What is the best advice you’ve been given, or wish you had been told sooner?
Your value is you. I’m guilty like any creative person of feeling real envy when I see other people’s success in my own field and when I was younger I definitely compared myself to other people a lot. Doing that means that you can lose your own voice, which is the most compelling and important thing about you. So stop comparing yourself to other people and revel in everyone’s success.
What’s something surprising about you, that we might not know?
Oh this question is hard! I always ask people this but it’s such a tough one to answer… Maybe… I listen to a lot of Desert Island Discs in the bath, which basically makes me a 70 year old woman minus the gardening obsession. But if you follow me on Twitter you’d probably know that already.
What places are important to you?
Cobble Hill in Brooklyn, where I spent some formative months as a teenager, is a very important place to me. Sydney’s Paddington is home, through and through. I feel an affinity to London that lots of girls who read a lot of British literature feel, that sense of knowing the city’s geography and feeling comfortable on its streets. I’d love to live there one day.
Do you have a supportive female network in your field? Was it always this way?
I don’t have any friends from school or university who are in my industry, and when I started working in publishing the friends I made were from different departments of the magazine world.
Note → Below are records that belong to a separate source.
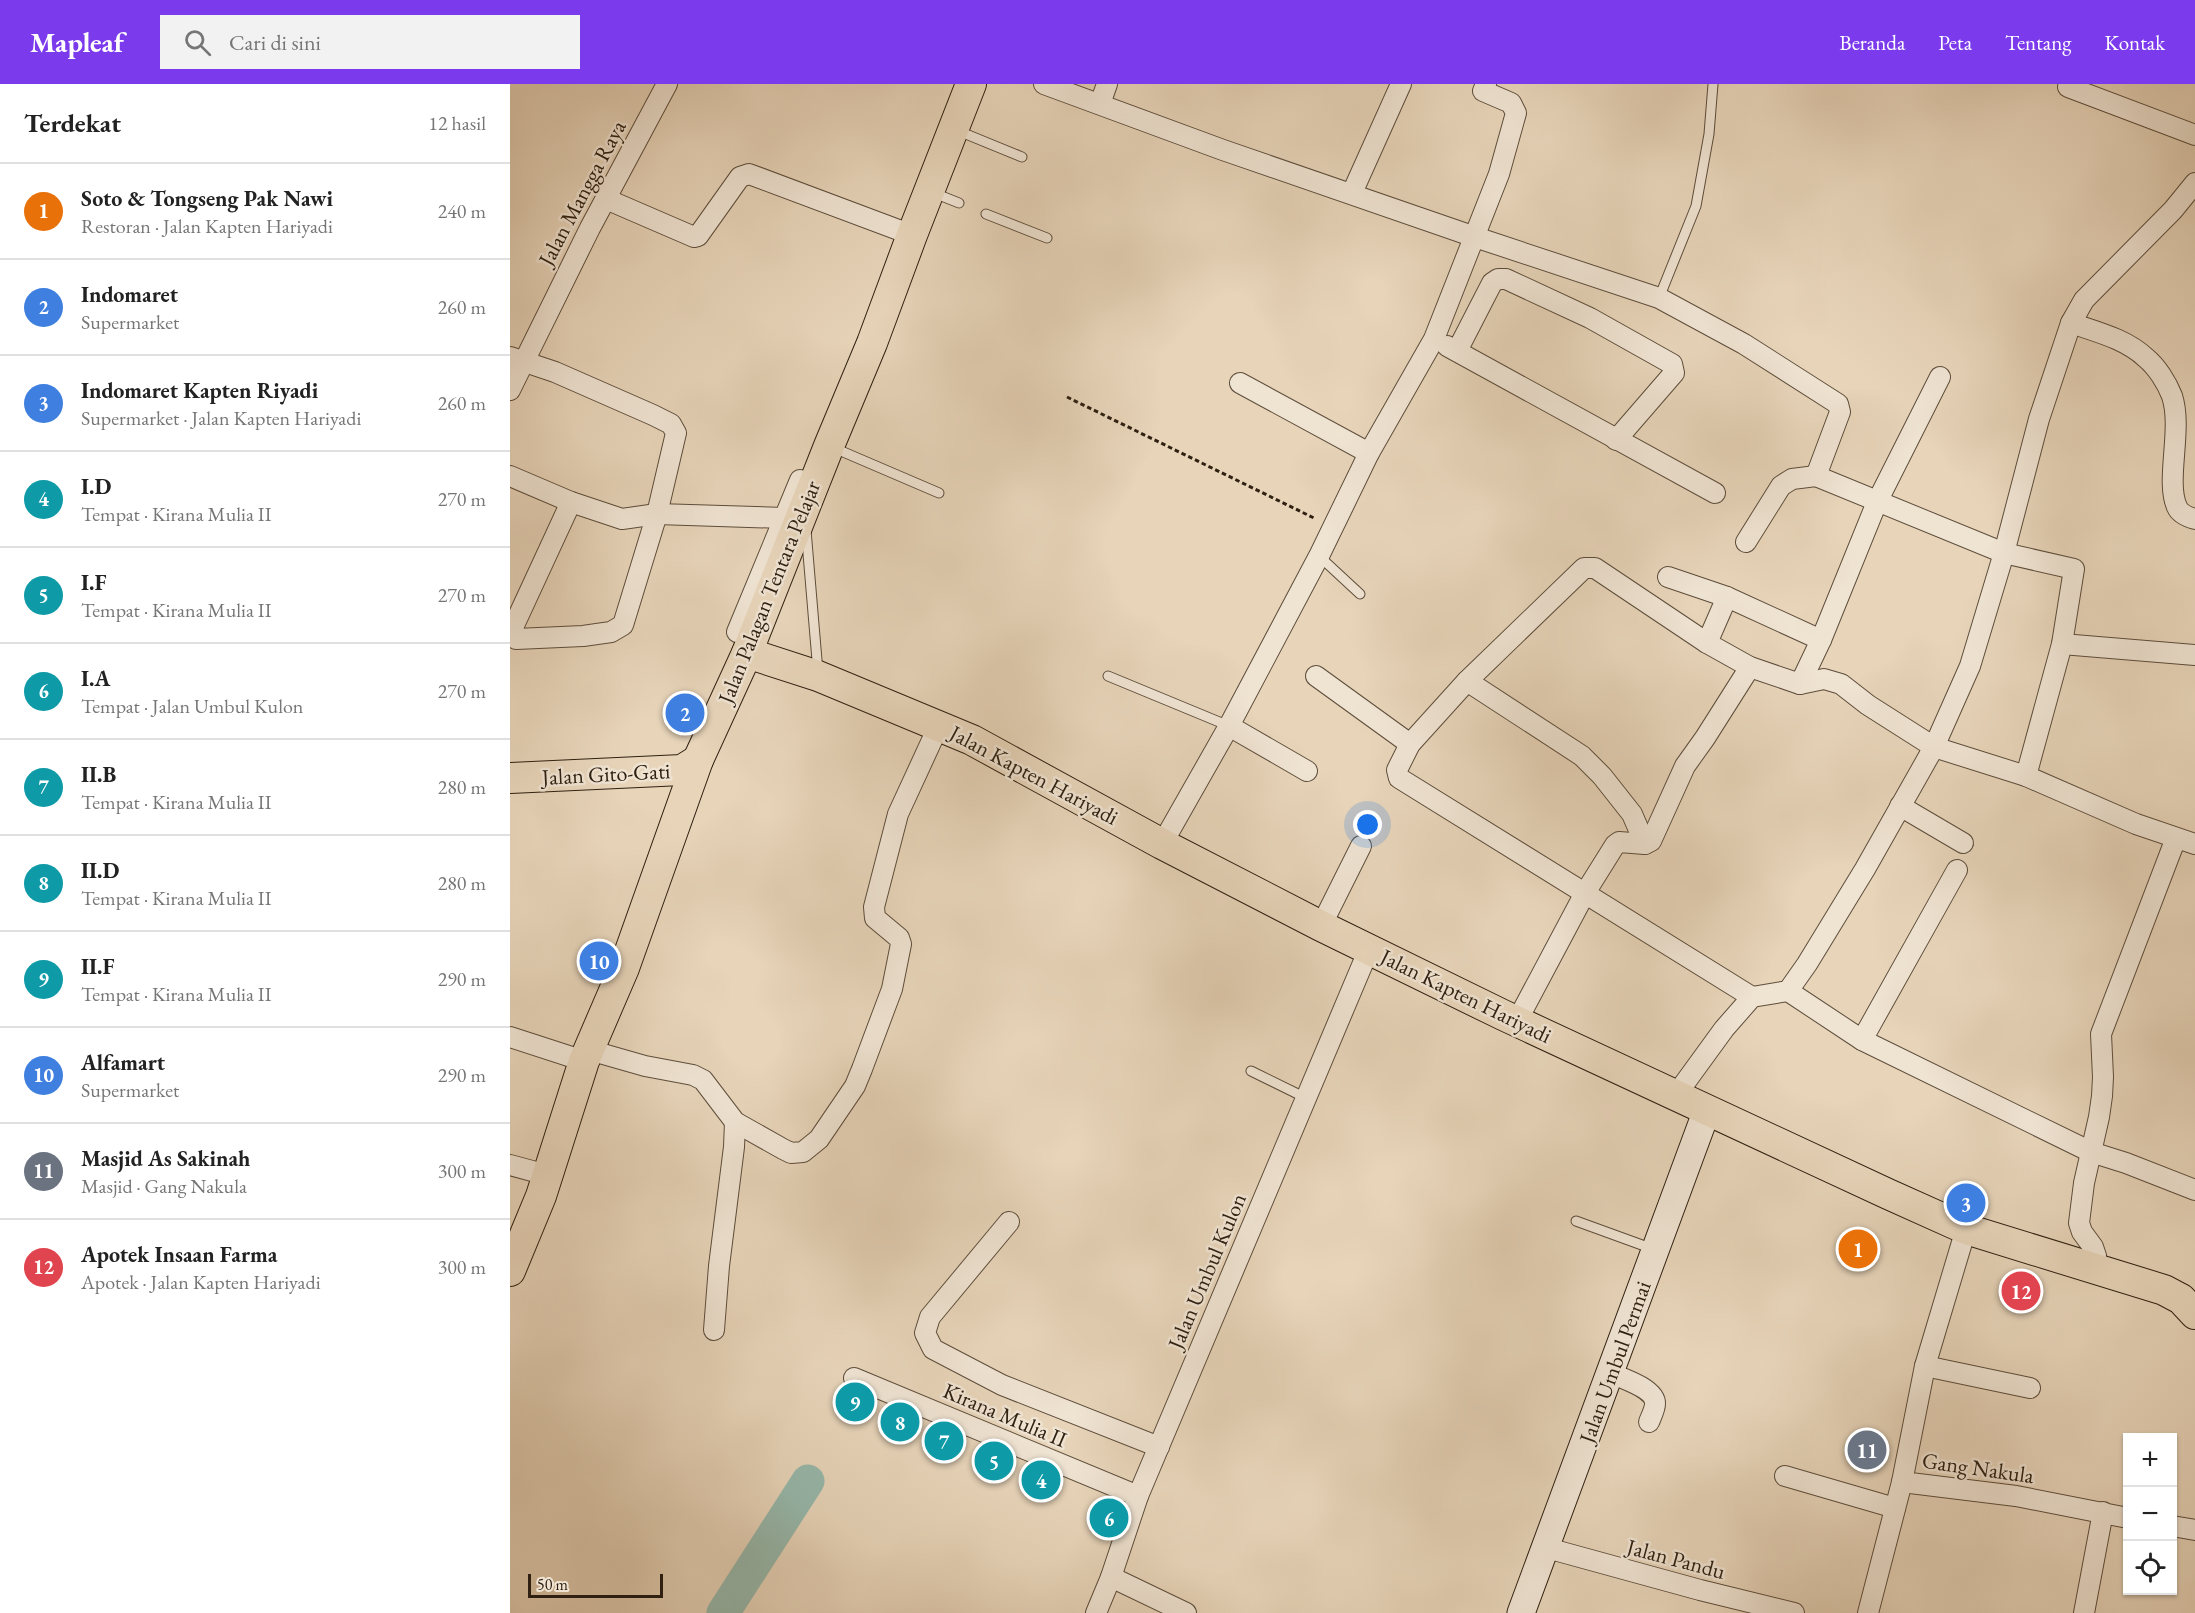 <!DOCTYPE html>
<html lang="id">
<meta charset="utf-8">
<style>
:root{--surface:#fff;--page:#f2f2f2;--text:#222;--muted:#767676;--line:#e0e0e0;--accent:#7c3aed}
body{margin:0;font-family:"EB Garamond",serif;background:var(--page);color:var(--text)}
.controls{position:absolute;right:18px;bottom:18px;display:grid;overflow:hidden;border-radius:0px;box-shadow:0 2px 4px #0004}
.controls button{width:54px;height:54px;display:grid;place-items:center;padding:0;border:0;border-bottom:2px solid var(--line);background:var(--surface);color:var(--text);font:30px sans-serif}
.scale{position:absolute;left:18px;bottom:15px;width:135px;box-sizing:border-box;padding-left:6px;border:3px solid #2f2011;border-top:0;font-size:16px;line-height:21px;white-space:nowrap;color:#2f2011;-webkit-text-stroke:4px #efe3d2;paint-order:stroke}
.you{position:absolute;left:858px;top:741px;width:21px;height:21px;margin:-15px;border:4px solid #fff;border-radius:50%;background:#1a73e8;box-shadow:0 0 0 9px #1a73e833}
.badge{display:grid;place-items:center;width:39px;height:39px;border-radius:50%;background:var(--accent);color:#fff;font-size:20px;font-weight:700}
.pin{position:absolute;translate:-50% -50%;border:3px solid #fff;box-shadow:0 2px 6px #0006}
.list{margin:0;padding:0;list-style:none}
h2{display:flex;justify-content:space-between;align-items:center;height:78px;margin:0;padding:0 24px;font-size:26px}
h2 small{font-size:20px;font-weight:400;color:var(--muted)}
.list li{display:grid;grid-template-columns:39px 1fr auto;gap:18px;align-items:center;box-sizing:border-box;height:96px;padding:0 24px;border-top:2px solid var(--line)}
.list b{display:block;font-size:22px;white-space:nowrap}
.list p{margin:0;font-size:20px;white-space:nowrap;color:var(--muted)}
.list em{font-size:20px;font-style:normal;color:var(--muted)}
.icon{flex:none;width:33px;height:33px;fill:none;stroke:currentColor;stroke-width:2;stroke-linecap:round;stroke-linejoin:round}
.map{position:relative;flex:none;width:1685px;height:1529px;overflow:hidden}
header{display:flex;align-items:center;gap:36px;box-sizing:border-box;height:84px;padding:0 30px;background:var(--accent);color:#fff}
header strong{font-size:28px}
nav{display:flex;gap:33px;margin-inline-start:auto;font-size:21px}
.search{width:420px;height:54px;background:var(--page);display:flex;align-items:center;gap:15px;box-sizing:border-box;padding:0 21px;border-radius:0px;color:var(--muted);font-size:22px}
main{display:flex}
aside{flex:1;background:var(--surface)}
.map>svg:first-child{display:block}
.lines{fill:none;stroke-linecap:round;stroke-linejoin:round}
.river{stroke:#97b8ab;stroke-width:33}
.lane-casing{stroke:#5d4d3b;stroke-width:11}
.street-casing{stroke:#5d4d3b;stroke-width:22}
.secondary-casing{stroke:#2f2011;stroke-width:29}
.primary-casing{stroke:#2f2011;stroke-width:32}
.path{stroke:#2f2011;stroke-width:3;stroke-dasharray:4.5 3;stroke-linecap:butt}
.lane{stroke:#efe3d2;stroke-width:9}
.street{stroke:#efe3d2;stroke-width:20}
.secondary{stroke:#efe3d2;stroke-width:27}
.primary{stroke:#e7d4b9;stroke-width:30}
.labels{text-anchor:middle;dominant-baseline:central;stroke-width:5;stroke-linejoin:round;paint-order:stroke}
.street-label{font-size:22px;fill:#2f2011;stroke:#efe3d2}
</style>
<header>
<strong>Mapleaf</strong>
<div class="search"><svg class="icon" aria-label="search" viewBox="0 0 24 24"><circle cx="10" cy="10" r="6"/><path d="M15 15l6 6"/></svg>Cari di sini</div>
<nav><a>Beranda</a><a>Peta</a><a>Tentang</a><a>Kontak</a></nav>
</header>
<main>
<aside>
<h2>Terdekat<small>12 hasil</small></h2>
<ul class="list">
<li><span class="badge" style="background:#e8710a">1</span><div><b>Soto &amp; Tongseng Pak Nawi</b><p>Restoran · Jalan Kapten Hariyadi</p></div><em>240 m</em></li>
<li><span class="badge" style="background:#3f7fe0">2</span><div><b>Indomaret</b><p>Supermarket</p></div><em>260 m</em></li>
<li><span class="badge" style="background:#3f7fe0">3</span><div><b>Indomaret Kapten Riyadi</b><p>Supermarket · Jalan Kapten Hariyadi</p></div><em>260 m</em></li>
<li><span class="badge" style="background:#0f9aa8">4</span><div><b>I.D</b><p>Tempat · Kirana Mulia II</p></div><em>270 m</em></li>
<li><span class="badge" style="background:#0f9aa8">5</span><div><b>I.F</b><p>Tempat · Kirana Mulia II</p></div><em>270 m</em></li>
<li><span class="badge" style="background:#0f9aa8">6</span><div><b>I.A</b><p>Tempat · Jalan Umbul Kulon</p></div><em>270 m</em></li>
<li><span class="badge" style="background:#0f9aa8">7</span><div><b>II.B</b><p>Tempat · Kirana Mulia II</p></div><em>280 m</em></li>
<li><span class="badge" style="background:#0f9aa8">8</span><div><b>II.D</b><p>Tempat · Kirana Mulia II</p></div><em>280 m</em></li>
<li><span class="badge" style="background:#0f9aa8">9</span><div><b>II.F</b><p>Tempat · Kirana Mulia II</p></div><em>290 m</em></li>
<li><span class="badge" style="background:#3f7fe0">10</span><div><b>Alfamart</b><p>Supermarket</p></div><em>290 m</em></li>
<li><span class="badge" style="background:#6b7280">11</span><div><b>Masjid As Sakinah</b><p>Masjid · Gang Nakula</p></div><em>300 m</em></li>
<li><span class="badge" style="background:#e0444e">12</span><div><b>Apotek Insaan Farma</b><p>Apotek · Jalan Kapten Hariyadi</p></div><em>300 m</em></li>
</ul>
</aside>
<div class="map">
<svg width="1685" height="1529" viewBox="0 0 1685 1529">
<rect width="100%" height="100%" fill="#e7d4b9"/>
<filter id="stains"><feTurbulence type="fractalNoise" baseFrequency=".00333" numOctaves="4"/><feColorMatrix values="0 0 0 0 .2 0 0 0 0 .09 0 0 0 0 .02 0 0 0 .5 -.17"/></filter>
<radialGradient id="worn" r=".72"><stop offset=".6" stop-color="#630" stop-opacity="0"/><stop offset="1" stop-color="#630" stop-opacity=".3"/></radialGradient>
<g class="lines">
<!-- river -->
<polyline class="river" points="213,1529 298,1397"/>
<defs>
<g id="lane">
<polyline points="446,46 512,73"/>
<polyline points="424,109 449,119"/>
<polyline points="476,130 537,154"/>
<polyline points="1149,214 1186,122 1199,50 1203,0"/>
<polyline points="324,364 429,409"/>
<polyline points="296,446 308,588"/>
<polyline points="809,472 850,510"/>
<polyline points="598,592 719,642"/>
<polyline points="741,987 796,1014"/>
<polyline points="1066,1137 1143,1165"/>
</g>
<g id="street">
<polyline points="534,0 713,66 965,153 1149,214 1234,260 1328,320 1330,328 1306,392 1494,469 1564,485 1552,560 1516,692"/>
<polyline points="1558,3 1685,51"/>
<polyline points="590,20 597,0"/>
<polyline points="842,109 891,0"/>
<polyline points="96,115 184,153 188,152 230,93 239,90 402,151"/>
<path d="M1561,239C1587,248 1616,255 1636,274C1647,283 1657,299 1662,312C1673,345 1655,397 1667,423C1670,430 1678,433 1685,435"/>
<polyline points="937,262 1205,409"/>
<polyline points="947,267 982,199 988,195 996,195 1080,234 1162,280 1164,289 1106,356"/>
<polyline points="0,273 45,288 143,331 161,340 166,349 147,430 113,541 101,548 73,552 6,555 0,550 61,418"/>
<polyline points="730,299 859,369"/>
<polyline points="0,306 80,144 157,0"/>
<polyline points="0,392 61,418 112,435 147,430 274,434"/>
<polyline points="1236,458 1271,402 1282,395 1306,392"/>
<polyline points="1158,493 1217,513 1311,556"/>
<polyline points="227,548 290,396"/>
<polyline points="1197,559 1217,513"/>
<polyline points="1552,560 1685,571"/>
<polyline points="806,592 900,660"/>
<polyline points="957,597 1072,672 1092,692 1122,730 1135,760"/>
<polyline points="1290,600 1311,556 1367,418 1430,293"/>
<polyline points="719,642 797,687"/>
<polyline points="1390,722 1453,759"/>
<polyline points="652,760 719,642 809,472 859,369 924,255 989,90 1006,29 1001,19 973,7 976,0"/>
<polyline points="811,842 851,762"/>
<polyline points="1278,907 1352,956 1581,1068 1616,1079 1685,1106"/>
<polyline points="1242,913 889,694 887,686 900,660 957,597 1074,484 1085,484 1197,559 1240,583 1290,600 1314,595 1331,600 1358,621 1424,663 1516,692 1626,740 1685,760"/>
<polyline points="1007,937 1075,809 1105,761 1109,758 1135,760 1141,757 1175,682 1195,654 1240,583"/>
<polyline points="0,953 74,977"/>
<polyline points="1352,956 1447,786"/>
<polyline points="79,966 135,982 183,991 193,996 225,1038 273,1065 281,1069 293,1068 309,1055 345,1002 352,985 382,905 391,860 389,854 365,834 364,823 388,730 429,641"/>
<polyline points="1166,1011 1214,945 1242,913 1278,907 1297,880 1355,785 1424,663 1460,582 1494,469 1529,335 1561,239 1574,216 1663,126 1685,99"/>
<polyline points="0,1081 37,1091"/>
<polyline points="499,1138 420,1233 415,1249 423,1265 492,1301 649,1363"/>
<polyline points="1456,1145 1415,1282 1392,1398 1506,1412 1618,1434"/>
<polyline points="1585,1185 1586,1172 1583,1163 1572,1148 1569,1139 1574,1099 1589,1033 1592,1012 1593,993 1591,950 1666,754"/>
<polyline points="204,1246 209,1182 224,1063 225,1038"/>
<polyline points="1415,1282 1520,1304"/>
<path d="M1100,1289C1112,1294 1146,1305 1145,1320C1145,1325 1141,1333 1139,1338"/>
<polyline points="344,1294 628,1412"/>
<polyline points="1275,1392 1385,1424"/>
<polyline points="1662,1442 1685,1446"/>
<polyline points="1037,1464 1190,1506 1284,1529"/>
<polyline points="601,1493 676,1529"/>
<polyline points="586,1529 601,1493 628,1412 859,865"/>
<polyline points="1358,1529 1392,1398"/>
<polyline points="1574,1529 1593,1428"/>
</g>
<polyline id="secondary" points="1011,1529 1197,1026"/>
<g id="primary">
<polyline points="237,569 308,592 462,656 652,760 811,842 993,931 1378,1110 1456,1145 1654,1206 1671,1215 1685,1230"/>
<polyline points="0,694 172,686 188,676"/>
<polyline points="0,1187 31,1112 74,977 114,884 188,676 237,569 319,362 362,259 402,151 461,0"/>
</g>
</defs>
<!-- lane casing -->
<use href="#lane" class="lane-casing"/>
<!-- street casing -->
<use href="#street" class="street-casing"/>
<!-- secondary casing -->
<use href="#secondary" class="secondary-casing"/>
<!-- primary casing -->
<use href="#primary" class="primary-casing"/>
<!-- path -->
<polyline class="path" points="557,313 806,435"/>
<!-- lane -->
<use href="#lane" class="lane"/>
<!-- street -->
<use href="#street" class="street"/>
<!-- secondary -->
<use href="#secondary" class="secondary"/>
<!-- primary -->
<use href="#primary" class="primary"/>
</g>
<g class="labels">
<!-- street labels -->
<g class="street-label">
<text transform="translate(72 109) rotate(-62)">Jalan Mangga Raya</text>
<text transform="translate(259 508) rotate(-68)">Jalan Palagan Tentara Pelajar</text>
<text transform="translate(96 690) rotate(-3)">Jalan Gito-Gati</text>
<text transform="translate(524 691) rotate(28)">Jalan Kapten Hariyadi</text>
<text transform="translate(956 912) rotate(26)">Jalan Kapten Hariyadi</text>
<text transform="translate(697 1187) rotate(-67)">Jalan Umbul Kulon</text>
<text transform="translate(1105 1278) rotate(-70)">Jalan Umbul Permai</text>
<text transform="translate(495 1331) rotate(23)">Kirana Mulia II</text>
<text transform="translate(1468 1384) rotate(8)">Gang Nakula</text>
<text transform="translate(1166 1475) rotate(15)">Jalan Pandu</text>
</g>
</g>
<rect width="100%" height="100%" filter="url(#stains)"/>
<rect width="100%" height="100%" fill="url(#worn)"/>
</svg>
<div class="controls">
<button>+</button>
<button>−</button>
<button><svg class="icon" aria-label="locate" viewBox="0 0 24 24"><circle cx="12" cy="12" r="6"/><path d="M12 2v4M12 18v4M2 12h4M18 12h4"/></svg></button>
</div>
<div class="scale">50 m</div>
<div class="you"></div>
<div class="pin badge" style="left:1348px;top:1165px;background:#e8710a">1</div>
<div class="pin badge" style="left:175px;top:629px;background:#3f7fe0">2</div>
<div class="pin badge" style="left:1456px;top:1119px;background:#3f7fe0">3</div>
<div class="pin badge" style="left:531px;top:1396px;background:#0f9aa8">4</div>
<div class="pin badge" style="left:484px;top:1377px;background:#0f9aa8">5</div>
<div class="pin badge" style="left:599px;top:1434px;background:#0f9aa8">6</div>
<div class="pin badge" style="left:434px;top:1357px;background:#0f9aa8">7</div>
<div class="pin badge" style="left:390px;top:1338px;background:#0f9aa8">8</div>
<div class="pin badge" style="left:345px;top:1318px;background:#0f9aa8">9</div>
<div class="pin badge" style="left:89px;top:877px;background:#3f7fe0">10</div>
<div class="pin badge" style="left:1357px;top:1366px;background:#6b7280">11</div>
<div class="pin badge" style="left:1511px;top:1207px;background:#e0444e">12</div>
</div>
</main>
But there is a rich and diverse online community that spans the globe that I am so lucky to feel tapped into: Women who support each other and are going through the same things that you are going through, albeit occasionally on the other side of the world. Twitter can be a teeming cesspool of the worst of humanity but it is also full of smart, engaging women doing incredible work in the writing field and engaging with them through social media is a real joy.
What do you want to be asked about that no one ever asks you?
I rarely ever get asked anything because I’m usually the one doing the interviewing. Being on the receiving end is nice for a change but I definitely prefer asking the questions than answering them.
How can we find our more about your work?
@hannahroserose on Twitter and Instagram
Who would you most like to answer these questions next?
I would love to hear from Pandora Sykes and Dolly Alderton from The High Low Show podcast.